REQUIRED WORK –
Using the word "panel" as the filter, copy each matching line from the records.

SUPPLIED MATERIAL –
╭──
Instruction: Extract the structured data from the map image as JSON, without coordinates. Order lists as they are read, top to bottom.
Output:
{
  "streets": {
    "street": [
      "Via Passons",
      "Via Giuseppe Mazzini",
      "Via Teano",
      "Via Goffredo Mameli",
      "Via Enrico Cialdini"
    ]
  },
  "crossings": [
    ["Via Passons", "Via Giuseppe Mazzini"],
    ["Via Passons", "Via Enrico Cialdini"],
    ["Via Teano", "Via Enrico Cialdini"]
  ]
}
╰──
╭──
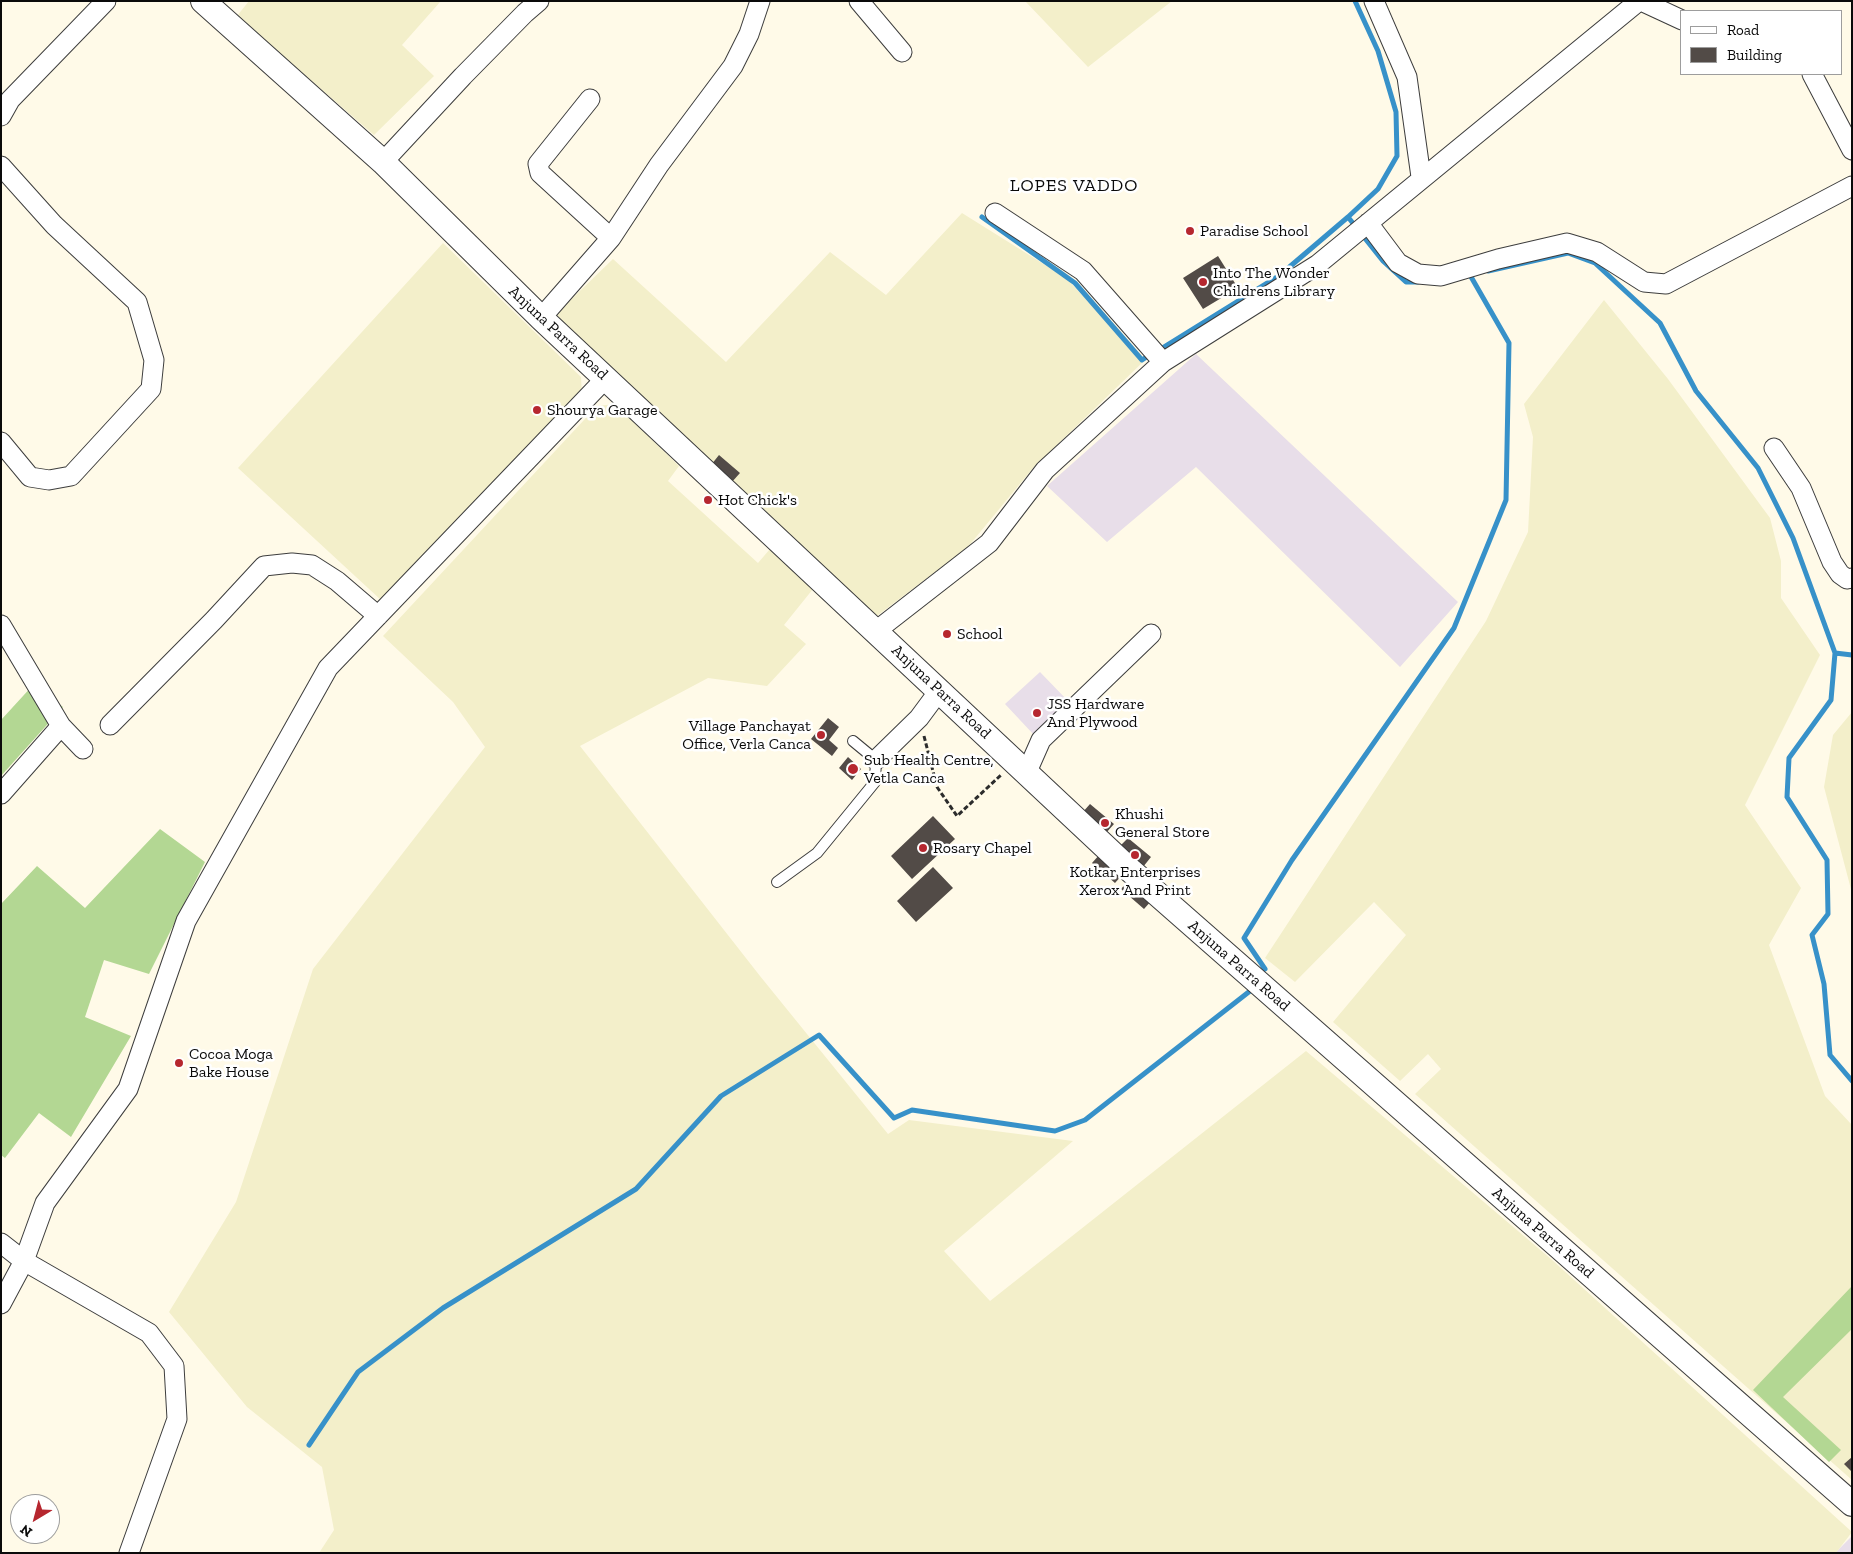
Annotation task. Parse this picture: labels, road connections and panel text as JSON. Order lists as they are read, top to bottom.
╰──
╭──
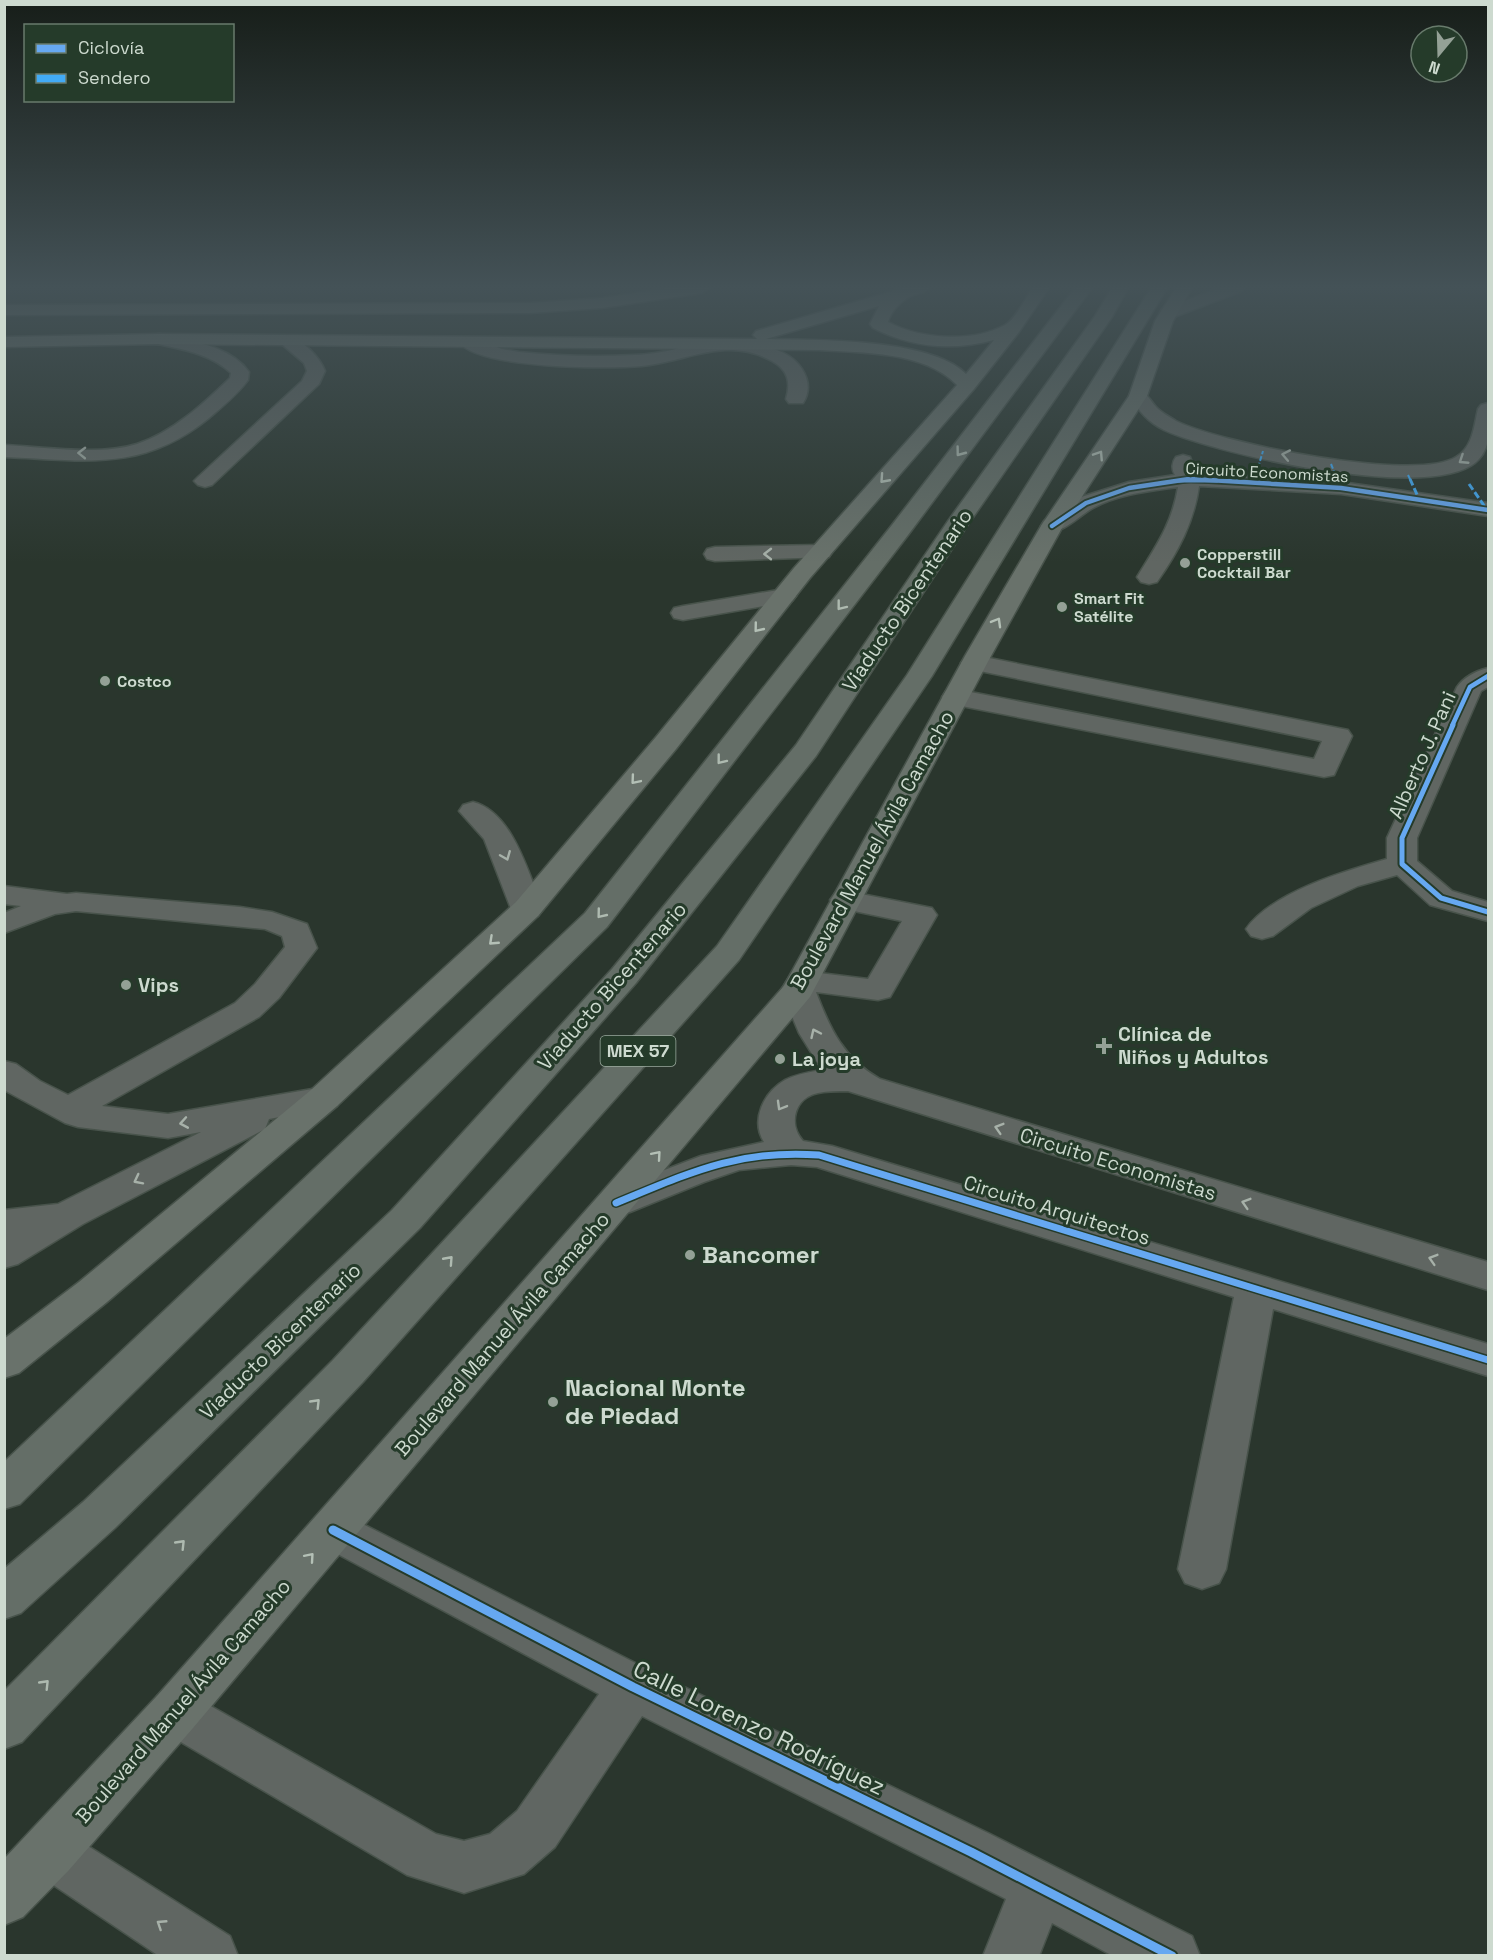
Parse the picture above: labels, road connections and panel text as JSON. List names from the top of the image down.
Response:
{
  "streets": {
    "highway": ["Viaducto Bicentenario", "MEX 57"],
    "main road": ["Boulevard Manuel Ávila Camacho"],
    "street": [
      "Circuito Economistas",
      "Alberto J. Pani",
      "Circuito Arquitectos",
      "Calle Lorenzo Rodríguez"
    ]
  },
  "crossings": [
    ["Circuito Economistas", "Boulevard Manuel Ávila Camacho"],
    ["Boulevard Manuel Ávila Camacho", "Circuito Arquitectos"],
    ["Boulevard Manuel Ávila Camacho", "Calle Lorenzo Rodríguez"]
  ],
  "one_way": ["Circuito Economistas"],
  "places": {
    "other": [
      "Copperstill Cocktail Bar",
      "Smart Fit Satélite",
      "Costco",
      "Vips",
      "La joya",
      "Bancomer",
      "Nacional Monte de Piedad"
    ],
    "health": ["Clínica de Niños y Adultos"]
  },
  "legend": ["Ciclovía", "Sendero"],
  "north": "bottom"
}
╰──
THE COMPLETED TASK –
Annotation task. Parse this picture: labels, road connections and panel text as JSON. Order lists as they are read, top to bottom.
Parse the picture above: labels, road connections and panel text as JSON. List names from the top of the image down.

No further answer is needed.